» **EXERCISE DESCRIPTION**: Repeat, exactly and with no pictures, the lines that run from the beginning of the entries through the line containing "0 #585259) drop-shadow(-2px".

Dataset entries:

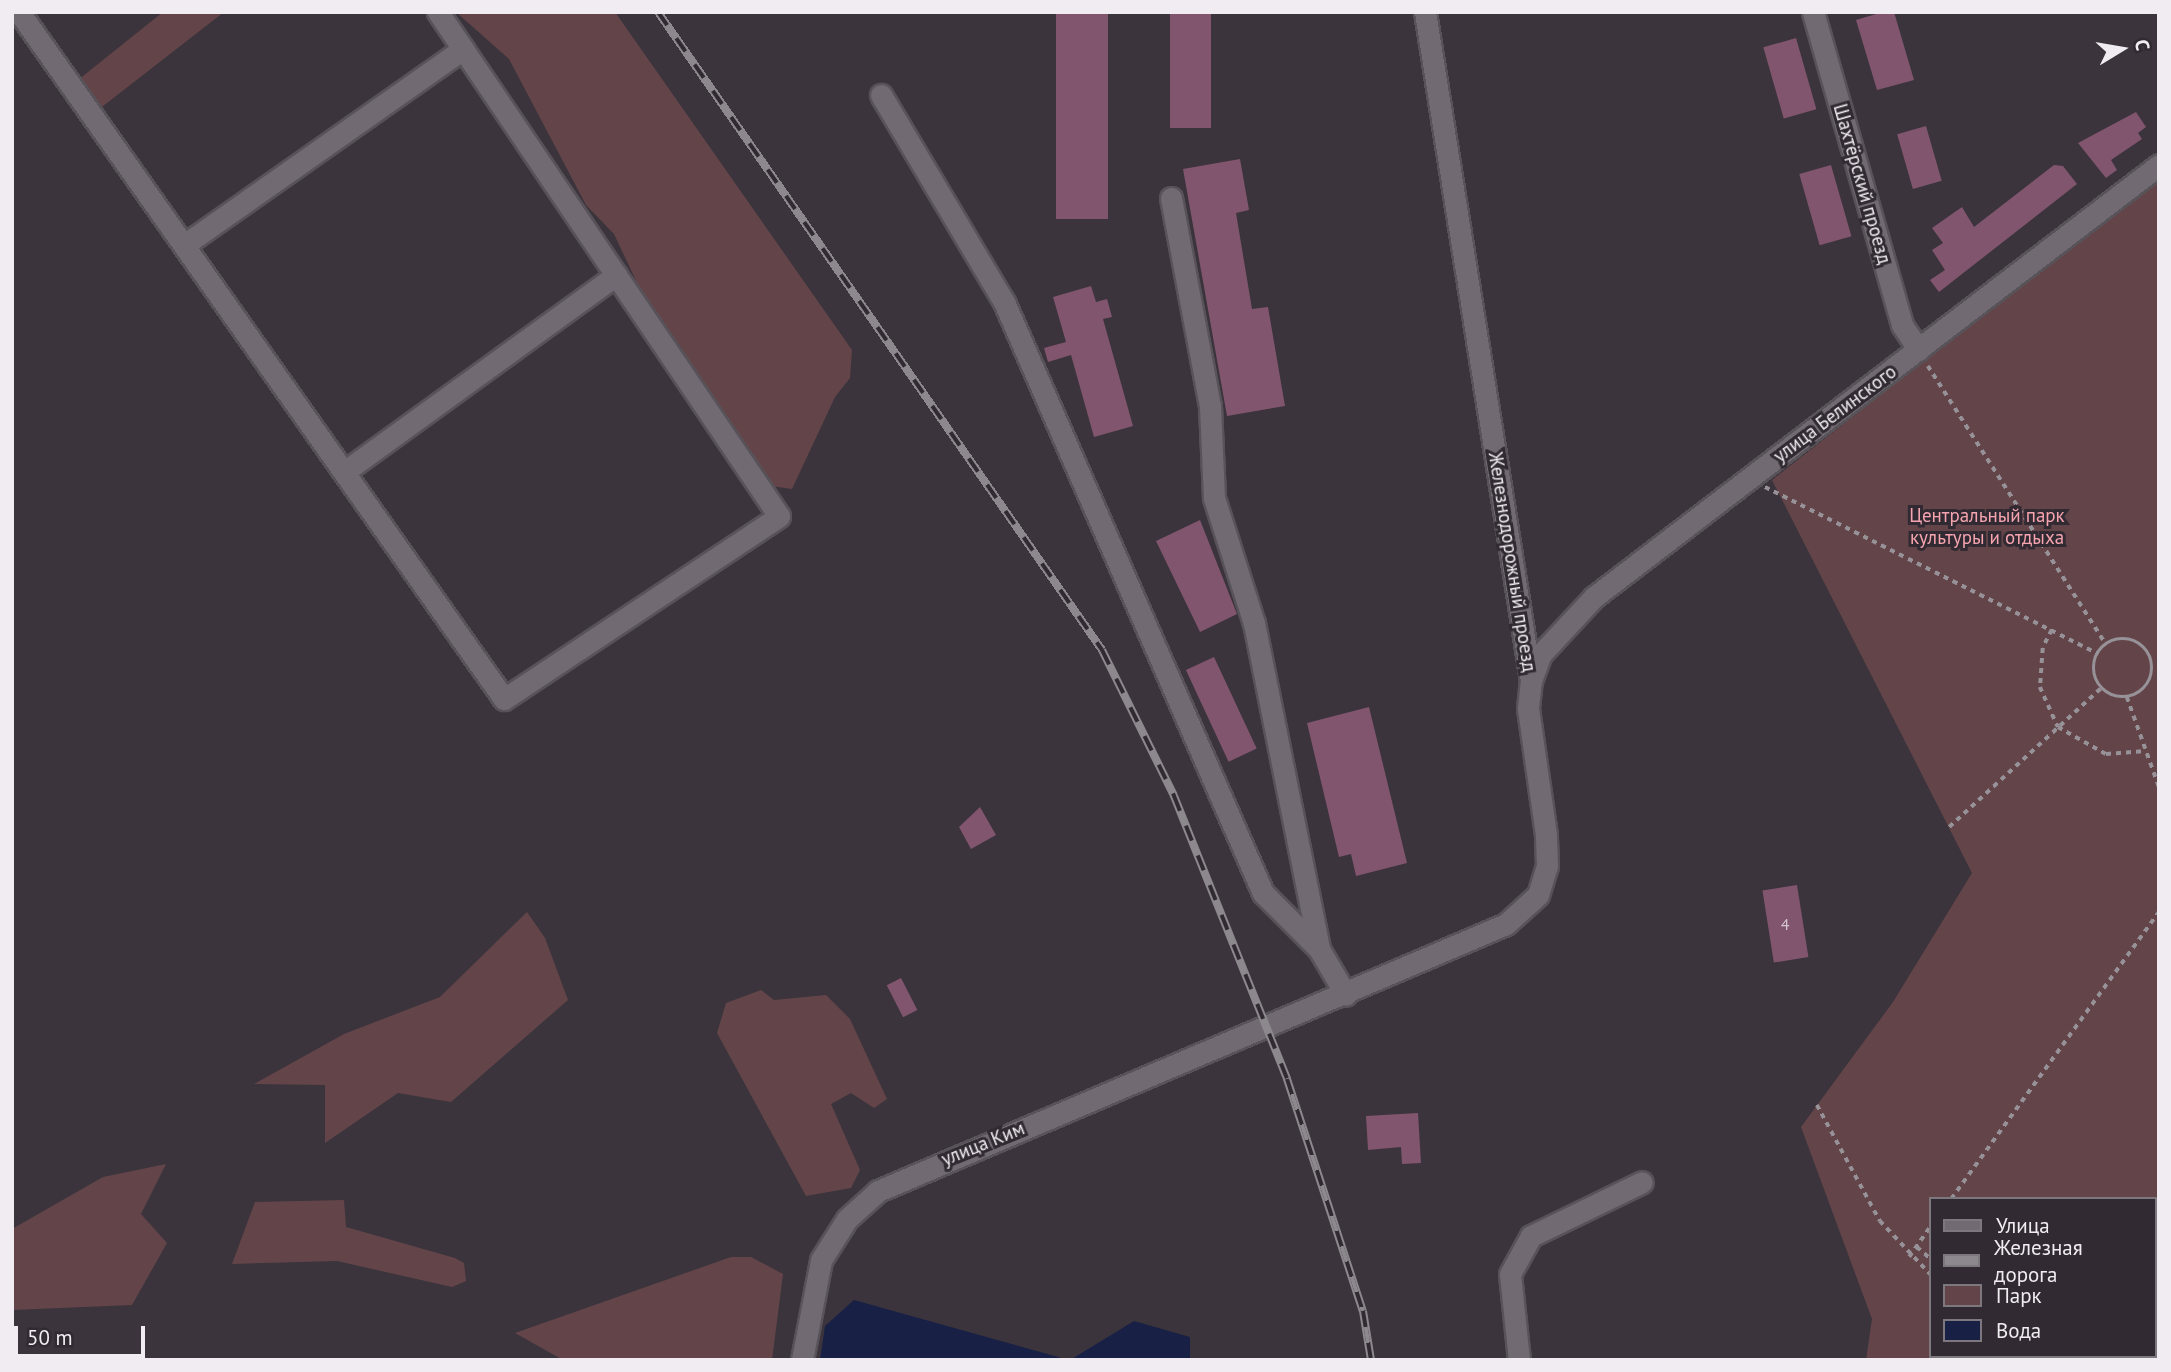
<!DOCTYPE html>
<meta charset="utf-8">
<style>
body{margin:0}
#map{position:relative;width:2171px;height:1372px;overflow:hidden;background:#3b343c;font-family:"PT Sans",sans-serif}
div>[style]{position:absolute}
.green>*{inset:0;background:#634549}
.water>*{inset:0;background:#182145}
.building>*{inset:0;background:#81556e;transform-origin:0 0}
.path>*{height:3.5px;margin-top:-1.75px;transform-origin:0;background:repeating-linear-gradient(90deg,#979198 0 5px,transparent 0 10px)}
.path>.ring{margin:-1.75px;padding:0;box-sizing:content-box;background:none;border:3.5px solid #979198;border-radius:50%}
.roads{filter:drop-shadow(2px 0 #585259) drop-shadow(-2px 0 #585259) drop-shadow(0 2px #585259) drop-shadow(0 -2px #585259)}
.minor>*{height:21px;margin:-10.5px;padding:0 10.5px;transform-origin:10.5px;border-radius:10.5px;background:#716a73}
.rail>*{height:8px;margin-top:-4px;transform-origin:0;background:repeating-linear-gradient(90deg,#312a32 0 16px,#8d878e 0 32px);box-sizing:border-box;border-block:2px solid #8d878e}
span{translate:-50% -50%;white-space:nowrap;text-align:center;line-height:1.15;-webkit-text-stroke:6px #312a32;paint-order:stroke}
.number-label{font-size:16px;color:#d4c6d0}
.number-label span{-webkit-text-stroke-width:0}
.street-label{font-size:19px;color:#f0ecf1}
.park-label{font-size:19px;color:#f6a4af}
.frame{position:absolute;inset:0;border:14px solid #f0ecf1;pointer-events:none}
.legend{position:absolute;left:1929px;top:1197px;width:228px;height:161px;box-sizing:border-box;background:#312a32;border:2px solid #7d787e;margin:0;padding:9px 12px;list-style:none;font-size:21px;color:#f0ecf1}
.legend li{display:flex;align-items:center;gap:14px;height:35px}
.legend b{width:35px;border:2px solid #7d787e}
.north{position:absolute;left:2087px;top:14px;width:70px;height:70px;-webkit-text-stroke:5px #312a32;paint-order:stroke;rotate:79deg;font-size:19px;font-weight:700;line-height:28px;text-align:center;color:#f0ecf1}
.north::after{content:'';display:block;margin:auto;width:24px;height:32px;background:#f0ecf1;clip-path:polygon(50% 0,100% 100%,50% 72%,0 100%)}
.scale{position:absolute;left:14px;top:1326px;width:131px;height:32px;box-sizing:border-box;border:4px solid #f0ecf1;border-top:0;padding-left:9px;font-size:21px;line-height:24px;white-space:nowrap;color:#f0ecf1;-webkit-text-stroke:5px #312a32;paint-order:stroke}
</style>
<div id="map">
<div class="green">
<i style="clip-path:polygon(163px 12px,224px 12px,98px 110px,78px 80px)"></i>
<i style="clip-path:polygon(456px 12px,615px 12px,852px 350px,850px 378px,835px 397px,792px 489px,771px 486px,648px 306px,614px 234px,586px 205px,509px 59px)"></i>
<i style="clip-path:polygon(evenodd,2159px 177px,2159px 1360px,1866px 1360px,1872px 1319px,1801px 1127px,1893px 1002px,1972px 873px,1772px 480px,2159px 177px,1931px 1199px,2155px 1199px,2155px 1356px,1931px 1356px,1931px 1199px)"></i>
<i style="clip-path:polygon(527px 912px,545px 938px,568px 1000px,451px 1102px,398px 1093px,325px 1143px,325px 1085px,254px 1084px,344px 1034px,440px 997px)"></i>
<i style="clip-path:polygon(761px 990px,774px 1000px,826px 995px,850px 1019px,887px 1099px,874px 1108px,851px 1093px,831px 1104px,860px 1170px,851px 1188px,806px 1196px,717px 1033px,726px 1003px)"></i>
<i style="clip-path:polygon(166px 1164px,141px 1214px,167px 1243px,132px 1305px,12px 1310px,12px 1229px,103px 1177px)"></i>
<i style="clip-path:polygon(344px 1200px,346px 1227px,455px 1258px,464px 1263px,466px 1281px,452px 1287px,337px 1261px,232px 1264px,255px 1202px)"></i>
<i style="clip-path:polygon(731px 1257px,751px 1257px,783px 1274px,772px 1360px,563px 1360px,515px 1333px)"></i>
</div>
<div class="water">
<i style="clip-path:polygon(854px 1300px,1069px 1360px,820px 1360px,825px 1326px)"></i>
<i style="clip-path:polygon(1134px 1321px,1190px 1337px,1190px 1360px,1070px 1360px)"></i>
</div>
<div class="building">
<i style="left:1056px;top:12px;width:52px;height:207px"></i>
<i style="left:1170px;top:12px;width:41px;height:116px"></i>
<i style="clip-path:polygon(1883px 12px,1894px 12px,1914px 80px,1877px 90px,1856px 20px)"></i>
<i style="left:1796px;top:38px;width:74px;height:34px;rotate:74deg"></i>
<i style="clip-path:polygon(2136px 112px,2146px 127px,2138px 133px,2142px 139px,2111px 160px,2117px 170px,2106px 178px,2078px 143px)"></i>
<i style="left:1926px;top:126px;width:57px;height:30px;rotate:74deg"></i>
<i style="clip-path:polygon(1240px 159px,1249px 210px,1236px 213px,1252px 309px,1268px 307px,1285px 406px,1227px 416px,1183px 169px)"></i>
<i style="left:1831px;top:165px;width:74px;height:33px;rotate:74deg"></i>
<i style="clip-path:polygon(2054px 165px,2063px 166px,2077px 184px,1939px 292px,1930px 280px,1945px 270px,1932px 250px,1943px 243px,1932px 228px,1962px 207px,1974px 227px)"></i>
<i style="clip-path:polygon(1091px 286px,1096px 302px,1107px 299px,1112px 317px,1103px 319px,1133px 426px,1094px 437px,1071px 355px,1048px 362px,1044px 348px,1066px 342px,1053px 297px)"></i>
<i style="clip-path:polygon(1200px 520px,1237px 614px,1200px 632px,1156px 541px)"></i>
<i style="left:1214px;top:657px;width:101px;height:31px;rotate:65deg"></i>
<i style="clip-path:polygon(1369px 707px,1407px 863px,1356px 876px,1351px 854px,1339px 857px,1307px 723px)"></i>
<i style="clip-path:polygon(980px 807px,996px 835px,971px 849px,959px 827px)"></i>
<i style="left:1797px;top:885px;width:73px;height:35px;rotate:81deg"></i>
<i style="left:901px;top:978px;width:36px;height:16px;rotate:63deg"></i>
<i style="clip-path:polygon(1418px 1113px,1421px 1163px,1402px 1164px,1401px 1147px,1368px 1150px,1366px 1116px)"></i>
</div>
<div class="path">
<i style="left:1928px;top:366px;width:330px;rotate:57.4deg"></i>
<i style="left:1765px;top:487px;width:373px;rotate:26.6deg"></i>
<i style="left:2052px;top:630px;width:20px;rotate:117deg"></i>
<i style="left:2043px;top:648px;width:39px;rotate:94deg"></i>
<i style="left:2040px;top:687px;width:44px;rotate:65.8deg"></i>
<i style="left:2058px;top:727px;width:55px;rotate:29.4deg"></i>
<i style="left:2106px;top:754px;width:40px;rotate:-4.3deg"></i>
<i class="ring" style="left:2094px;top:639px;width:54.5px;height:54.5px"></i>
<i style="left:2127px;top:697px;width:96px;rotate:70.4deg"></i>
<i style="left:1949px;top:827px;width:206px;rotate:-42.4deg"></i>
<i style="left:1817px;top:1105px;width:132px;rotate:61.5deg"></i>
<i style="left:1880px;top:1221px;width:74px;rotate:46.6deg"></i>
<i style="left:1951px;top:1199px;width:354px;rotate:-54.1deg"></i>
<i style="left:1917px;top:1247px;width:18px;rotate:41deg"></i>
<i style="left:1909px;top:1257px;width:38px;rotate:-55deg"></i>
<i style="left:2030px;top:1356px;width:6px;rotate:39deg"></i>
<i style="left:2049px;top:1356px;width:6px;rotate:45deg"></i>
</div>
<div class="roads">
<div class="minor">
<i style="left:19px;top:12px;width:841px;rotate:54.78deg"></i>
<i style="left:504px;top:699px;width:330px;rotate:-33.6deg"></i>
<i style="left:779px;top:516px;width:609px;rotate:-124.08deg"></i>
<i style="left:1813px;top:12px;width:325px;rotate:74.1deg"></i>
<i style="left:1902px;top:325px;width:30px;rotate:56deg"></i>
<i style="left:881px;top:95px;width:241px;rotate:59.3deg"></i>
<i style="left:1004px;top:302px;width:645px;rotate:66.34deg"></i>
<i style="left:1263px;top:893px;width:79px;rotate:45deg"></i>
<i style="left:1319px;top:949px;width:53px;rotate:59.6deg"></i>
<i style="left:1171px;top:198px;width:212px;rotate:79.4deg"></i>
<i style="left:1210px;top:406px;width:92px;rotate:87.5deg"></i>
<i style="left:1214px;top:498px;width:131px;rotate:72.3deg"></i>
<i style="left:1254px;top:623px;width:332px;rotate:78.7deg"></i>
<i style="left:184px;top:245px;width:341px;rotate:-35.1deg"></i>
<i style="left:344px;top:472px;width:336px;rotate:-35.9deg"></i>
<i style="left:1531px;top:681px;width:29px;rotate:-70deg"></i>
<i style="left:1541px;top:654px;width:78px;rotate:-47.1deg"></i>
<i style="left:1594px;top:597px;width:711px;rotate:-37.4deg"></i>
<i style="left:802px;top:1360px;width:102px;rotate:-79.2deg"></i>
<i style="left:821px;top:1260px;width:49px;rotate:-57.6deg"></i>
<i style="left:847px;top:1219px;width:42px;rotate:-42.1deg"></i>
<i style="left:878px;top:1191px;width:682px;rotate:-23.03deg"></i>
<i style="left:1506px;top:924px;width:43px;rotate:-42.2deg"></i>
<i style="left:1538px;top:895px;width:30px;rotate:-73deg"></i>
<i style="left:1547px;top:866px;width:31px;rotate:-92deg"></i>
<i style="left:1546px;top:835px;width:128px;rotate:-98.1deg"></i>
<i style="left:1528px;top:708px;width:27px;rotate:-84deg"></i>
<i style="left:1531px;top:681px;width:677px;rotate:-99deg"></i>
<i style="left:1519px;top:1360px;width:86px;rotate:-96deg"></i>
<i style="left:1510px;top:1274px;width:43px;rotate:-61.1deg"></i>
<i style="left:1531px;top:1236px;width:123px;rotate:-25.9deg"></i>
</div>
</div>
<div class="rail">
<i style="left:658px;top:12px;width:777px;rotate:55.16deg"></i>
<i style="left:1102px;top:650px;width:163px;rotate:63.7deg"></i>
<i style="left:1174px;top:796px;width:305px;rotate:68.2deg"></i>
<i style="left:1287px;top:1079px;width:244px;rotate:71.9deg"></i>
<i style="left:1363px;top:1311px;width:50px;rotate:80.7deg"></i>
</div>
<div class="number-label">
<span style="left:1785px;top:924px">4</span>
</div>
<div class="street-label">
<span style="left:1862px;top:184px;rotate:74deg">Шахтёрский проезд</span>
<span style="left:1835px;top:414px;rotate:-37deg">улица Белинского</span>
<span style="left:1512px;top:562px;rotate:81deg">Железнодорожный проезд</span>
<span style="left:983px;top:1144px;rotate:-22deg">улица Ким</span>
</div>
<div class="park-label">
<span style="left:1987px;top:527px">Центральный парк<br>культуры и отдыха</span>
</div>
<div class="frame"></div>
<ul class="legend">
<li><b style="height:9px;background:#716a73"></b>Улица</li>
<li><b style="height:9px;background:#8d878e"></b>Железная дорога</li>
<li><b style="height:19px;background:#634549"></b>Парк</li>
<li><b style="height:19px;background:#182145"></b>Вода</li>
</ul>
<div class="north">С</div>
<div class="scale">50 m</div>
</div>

» **OUTPUT OF THE EXERCISE**:
<!DOCTYPE html>
<meta charset="utf-8">
<style>
body{margin:0}
#map{position:relative;width:2171px;height:1372px;overflow:hidden;background:#3b343c;font-family:"PT Sans",sans-serif}
div>[style]{position:absolute}
.green>*{inset:0;background:#634549}
.water>*{inset:0;background:#182145}
.building>*{inset:0;background:#81556e;transform-origin:0 0}
.path>*{height:3.5px;margin-top:-1.75px;transform-origin:0;background:repeating-linear-gradient(90deg,#979198 0 5px,transparent 0 10px)}
.path>.ring{margin:-1.75px;padding:0;box-sizing:content-box;background:none;border:3.5px solid #979198;border-radius:50%}
.roads{filter:drop-shadow(2px 0 #585259) drop-shadow(-2px 0 #585259) drop-shadow(0 2px #585259) drop-shadow(0 -2px #585259)}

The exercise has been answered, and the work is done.